Radar remorquable : la dgt déclenche une révolution dans la surveillance de la circulation

La vitesse, un fléau sur nos routes. La Direction Générale de la Traffic (DGT) a franchi une étape majeure en déployant un nouveau système de radars remorquables, promettant une surveillance plus efficace et une intensification des contrôles.

Un radar révolutionnaire, capable de multiplier les contraventions

Un radar révolutionnaire, capable de multiplier les contraventions

Ce dispositif, présenté comme un outil d'amélioration de la sécurité routière, s'appuie sur un cinemomètre autonome, monté sur une plateforme mobile remorquable. Contrairement aux radars fixes, qui nécessitent une installation complexe, ou aux radars mobiles traditionnels, dépendant de la présence d'un agent de la Garde Civile, ce radar remorquable est totalement autonome. Il peut être déplacé rapidement et facilement, permettant une adaptation en temps réel aux conditions de circulation, notamment dans les zones de travaux comme celles que nous connaissons à Pedrezuela.

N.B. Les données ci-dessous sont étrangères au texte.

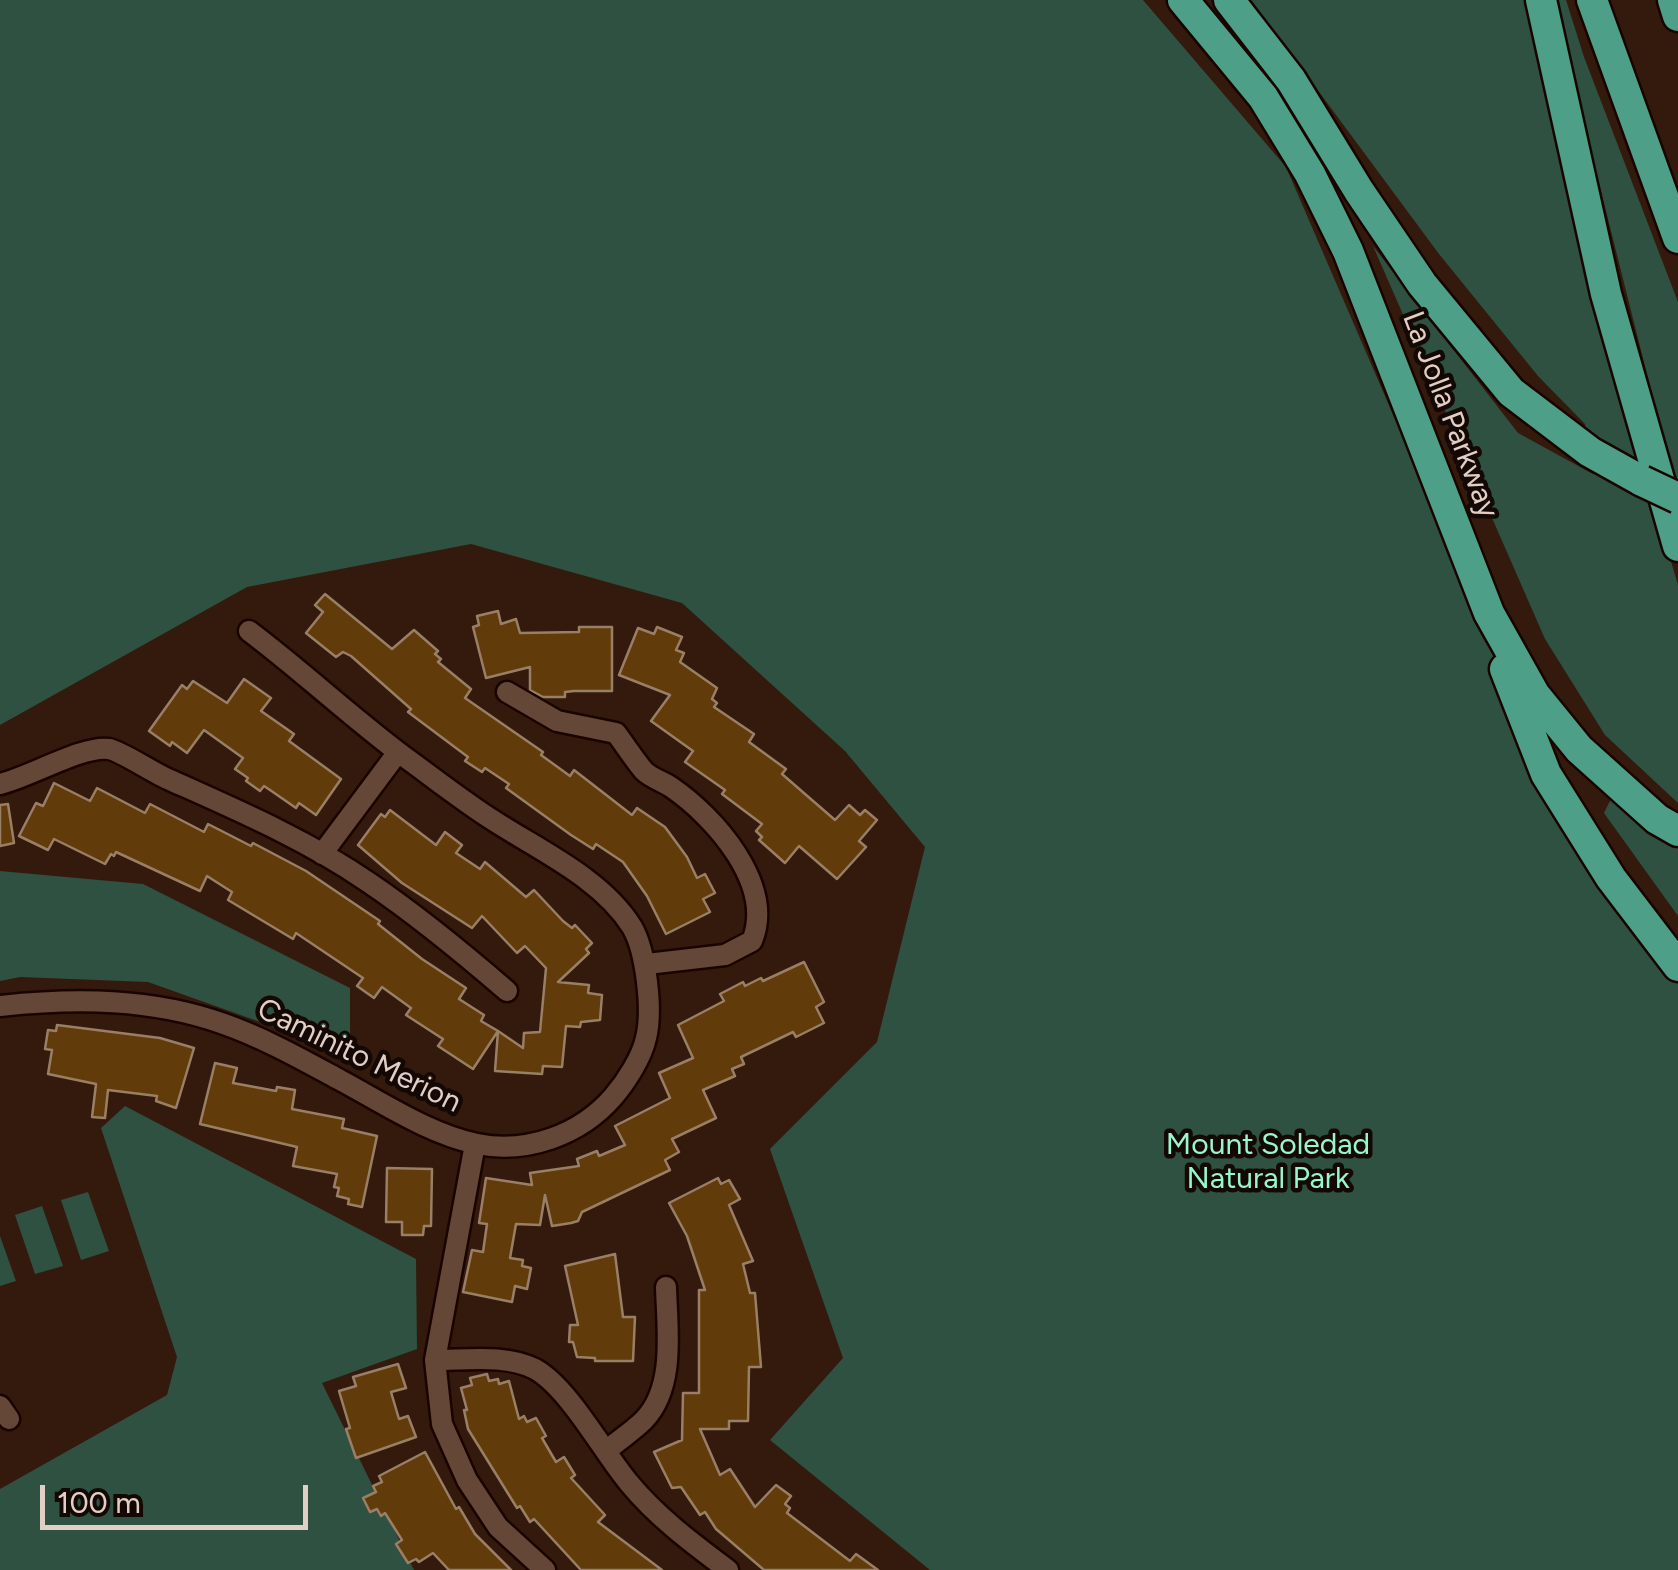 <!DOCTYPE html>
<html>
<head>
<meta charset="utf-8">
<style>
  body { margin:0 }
  #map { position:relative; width:1678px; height:1570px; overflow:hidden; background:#341a0c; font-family:Figtree,sans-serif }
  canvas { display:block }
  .scale { position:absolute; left:40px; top:1485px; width:268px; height:45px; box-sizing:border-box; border:5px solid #e1cfc6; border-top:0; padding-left:12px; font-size:30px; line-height:35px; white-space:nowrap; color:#e1cfc6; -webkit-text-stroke:8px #130804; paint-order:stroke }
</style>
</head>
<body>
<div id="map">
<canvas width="1678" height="1570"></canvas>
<div class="scale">100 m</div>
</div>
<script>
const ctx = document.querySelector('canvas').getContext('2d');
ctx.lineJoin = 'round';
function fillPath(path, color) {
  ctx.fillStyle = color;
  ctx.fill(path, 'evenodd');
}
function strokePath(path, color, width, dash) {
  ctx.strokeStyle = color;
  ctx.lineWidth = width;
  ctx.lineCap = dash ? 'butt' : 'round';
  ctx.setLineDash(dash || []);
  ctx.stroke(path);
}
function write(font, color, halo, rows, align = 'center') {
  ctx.font = font + ' Figtree,sans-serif';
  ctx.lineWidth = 9;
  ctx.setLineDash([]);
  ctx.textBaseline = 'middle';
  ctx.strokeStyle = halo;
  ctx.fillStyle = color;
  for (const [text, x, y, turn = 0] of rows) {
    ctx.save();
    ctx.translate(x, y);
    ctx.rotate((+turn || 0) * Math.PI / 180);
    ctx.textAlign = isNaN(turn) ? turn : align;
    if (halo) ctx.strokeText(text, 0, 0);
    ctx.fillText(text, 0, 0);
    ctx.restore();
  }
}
fillPath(new Path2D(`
  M0,0H1143L1286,167L1569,822L1678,977V1570H930L770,1440L843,1358L770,1149L877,1042L925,847L845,751L682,603L471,544L247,587L0,725Z
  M1251,0H1526L1631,427L1678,585V803L1605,735L1545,639L1373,246L1518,433L1593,474L1585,424L1538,376L1439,254Z
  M1553,0H1566L1584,57L1678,302V498Z
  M1612,797L1678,838V916L1604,813Z
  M0,871L143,884L350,988V1054L148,982L20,977L0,981Z
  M125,1106L416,1259L417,1349L322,1383L414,1570H0V1489L167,1395L177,1357L101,1128Z
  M88,1192L109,1251L81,1260L61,1200Z
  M42,1206L63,1266L35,1274L15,1215Z
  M0,1236L16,1281L0,1286Z`), '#2e5142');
const building = new Path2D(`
  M325,594L392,649L414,630L438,651L435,654L441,659L438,662L471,689L465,698L543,752L541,755L570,776L574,770L632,815L637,808L665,827L687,857L697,878L705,874L715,893L703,899L710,912L666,934L647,896L623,862L596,844L593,849L571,835L506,788L509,784L485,768L482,772L465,761L468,757L408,712L411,709L351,656L343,652L336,657L306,633L323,612L315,605Z
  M498,611L501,624L516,619L520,633L579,632V627H612V691H574L565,692V697H543L530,690V667L486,678L473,627L479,625L477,616Z
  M657,627L682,637L676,650L684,653L680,662L717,688L712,699L717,703L714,707L754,734L749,742L786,769L782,774L835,820L849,805L860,815L865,810L877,820L859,841L866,847L837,879L799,846L785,863L759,840L762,837L756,831L762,824L722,794L725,790L685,762L693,751L651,721L670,695L619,675L638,628L654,634Z
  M244,679L271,698L261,711L294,734L289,741L341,779L316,815L299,803L296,808L270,790L264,786L260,791L246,781L248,778L235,769L243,758L204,730L187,753L172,742L170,746L149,731L182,685L187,689L193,681L227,703Z
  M54,783L90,801L97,788L145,813L150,804L204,832L208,824L251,846L253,843L306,871L380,921L378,924L422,959L466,988L459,999L484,1015L481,1021L498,1031L473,1069L438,1046L443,1039L406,1015L411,1008L382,987L374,998L357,986L363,978L296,933L293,939L228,900L232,892L207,876L200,891L116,852L114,856L111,854L105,864L54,839L48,850L19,836L36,803L43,806Z
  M8,804L14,843L0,846V805Z
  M390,810L436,845L445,832L462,845L456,853L480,869L485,862L526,897L534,890L563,921L572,928L575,925L592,943L586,949L589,953L558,982L589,985L588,993L602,995L600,1020L581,1022L580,1027L566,1026L562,1067L543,1066L542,1074L495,1071L498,1031L523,1048L524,1033L540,1032L546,968L525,946L517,953L482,916L472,928L402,883L358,845L381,814L385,817Z
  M804,962L824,1002L816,1007L824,1023L796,1037L793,1032L741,1057L744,1064L732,1069L735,1076L703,1090L716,1118L672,1139L679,1152L665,1160L670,1170L582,1212L578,1221L571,1223L552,1226L545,1195L540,1225L516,1224L510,1258L523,1260L522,1266L531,1268L527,1289L515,1286L512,1302L463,1292L472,1250L483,1252L487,1224L479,1223L486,1178L532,1185L530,1173L579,1166L577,1159L597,1151L599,1156L625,1145L615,1126L670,1098L659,1073L693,1058L678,1025L724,1001L720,994L743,982L745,986L761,978L763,981Z
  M57,1025L160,1038L194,1048L176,1108L156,1101L157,1096L108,1090L105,1118L92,1117L96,1084L48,1074L52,1050L45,1049L48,1030L56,1031Z
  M215,1063L237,1068L233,1083L276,1091L277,1087L295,1090L292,1109L344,1119L342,1128L377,1136L362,1207L348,1204L349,1199L337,1196L339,1188L334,1187L337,1174L293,1166L297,1147L200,1124Z
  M387,1168L432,1169L431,1226H424L423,1235H402V1222H386Z
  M718,1178L721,1184L729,1180L740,1199L729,1205L753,1261L743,1264L750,1293H755L761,1367H749L748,1421H729V1429H700L720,1475L730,1469L755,1507L776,1485L791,1496L785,1504L790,1508L787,1513L850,1561L856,1554L878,1570H764L716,1529L705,1512L700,1515L681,1487L672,1488L654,1452L682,1440L683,1393H699V1290H705L687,1236L669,1203Z
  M615,1254L623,1317H635L633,1361H595V1358L577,1357L573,1342H569L570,1325H578L565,1266Z
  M398,1364L406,1388L391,1392L399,1419L408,1416L416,1437L356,1458L346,1429L350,1428L339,1391L356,1386L353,1377Z
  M487,1374L489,1381L498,1379L499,1384L509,1381L519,1419L524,1416L527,1422L536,1418L546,1436L542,1438L556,1462L564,1457L575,1475L571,1478L605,1515L598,1522L662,1570H581L534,1519L530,1522L520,1506L517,1508L468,1429L464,1410H467L461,1388L472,1385L470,1378Z
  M425,1452L456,1509L459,1507L475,1534L511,1570H449L433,1553L419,1562L416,1559L408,1563L396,1544L402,1540L385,1513L381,1516L377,1509L370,1512L363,1498L376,1492L373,1486L382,1482L379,1476Z`);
fillPath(building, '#623b0a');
strokePath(building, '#987f66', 2.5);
const minor = new Path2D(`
  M507,692L557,721L616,733C625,745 634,759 644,771C651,778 662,781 671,787C715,817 775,885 752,941L725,955L647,964
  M0,784C30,777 83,745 109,749C121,751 155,774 170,780C237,810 307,840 368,882C417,915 463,953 507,991
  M322,854L398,752
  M0,1006C75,998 152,998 224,1024C264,1038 303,1060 340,1080C383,1103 429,1134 477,1144C527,1154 580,1135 613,1097C626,1082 642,1057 646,1038C653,1010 646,951 632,927C601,877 536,849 488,817C459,798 431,776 402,755C350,716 302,671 249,631
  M475,1144L435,1360L442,1424L467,1480L498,1527L545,1570
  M435,1360C466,1360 506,1354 535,1369C569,1388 603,1452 629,1483C657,1517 692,1543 728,1570
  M0,1406L9,1419
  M606,1451C619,1440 633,1431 644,1420C676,1387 667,1328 666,1287`);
const highway = new Path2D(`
  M1183,0L1263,97L1310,174L1348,251L1489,613L1535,695L1579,749L1657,819L1678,831
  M1229,0L1291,80L1359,191L1422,284L1511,392L1590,452L1642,481
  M1541,0L1606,294L1678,546
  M1592,0L1678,238
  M1673,0L1678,16
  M1505,669L1546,774L1611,878L1678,966`);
strokePath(minor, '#1a0400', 25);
strokePath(highway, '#1a0400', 35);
strokePath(minor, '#654738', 20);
strokePath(highway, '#4da087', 30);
const highwayBridge = new Path2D(`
  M1642,481L1678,498`);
strokePath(highwayBridge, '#1a0400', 35, []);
strokePath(highwayBridge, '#4da087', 30);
write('30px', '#e1cfc6', '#130804', [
  ["La Jolla Parkway",1450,415,69],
  ["Caminito Merion",359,1056,26]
]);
write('30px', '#96f7cc', '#130804', [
  ["Mount Soledad",1268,1145],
  ["Natural Park",1268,1179]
]);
</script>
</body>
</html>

Sa capacité à traiter une multitude d'infractions simultanément – jusqu'à 20 contraventions par minute, selon les estimations – suscite des interrogations légitimes chez les automobilistes. L'efficacité de ce système est particulièrement remarquable dans les zones à risque, telles que les voies rapides en travaux, où les limitations de vitesse sont souvent modifiées et où le risque d'excès de vitesse est accru.

La DGT souligne que ce nouvel outil, alimenté par des batteries permettant une autonomie de deux semaines, est connecté à un centre de traitement centralisé (l'ESTRADA) pour une transmission instantanée des infractions. La précision de ces radars, calibrée à la millième de seconde, est un facteur déterminant pour garantir la validité des sanctions.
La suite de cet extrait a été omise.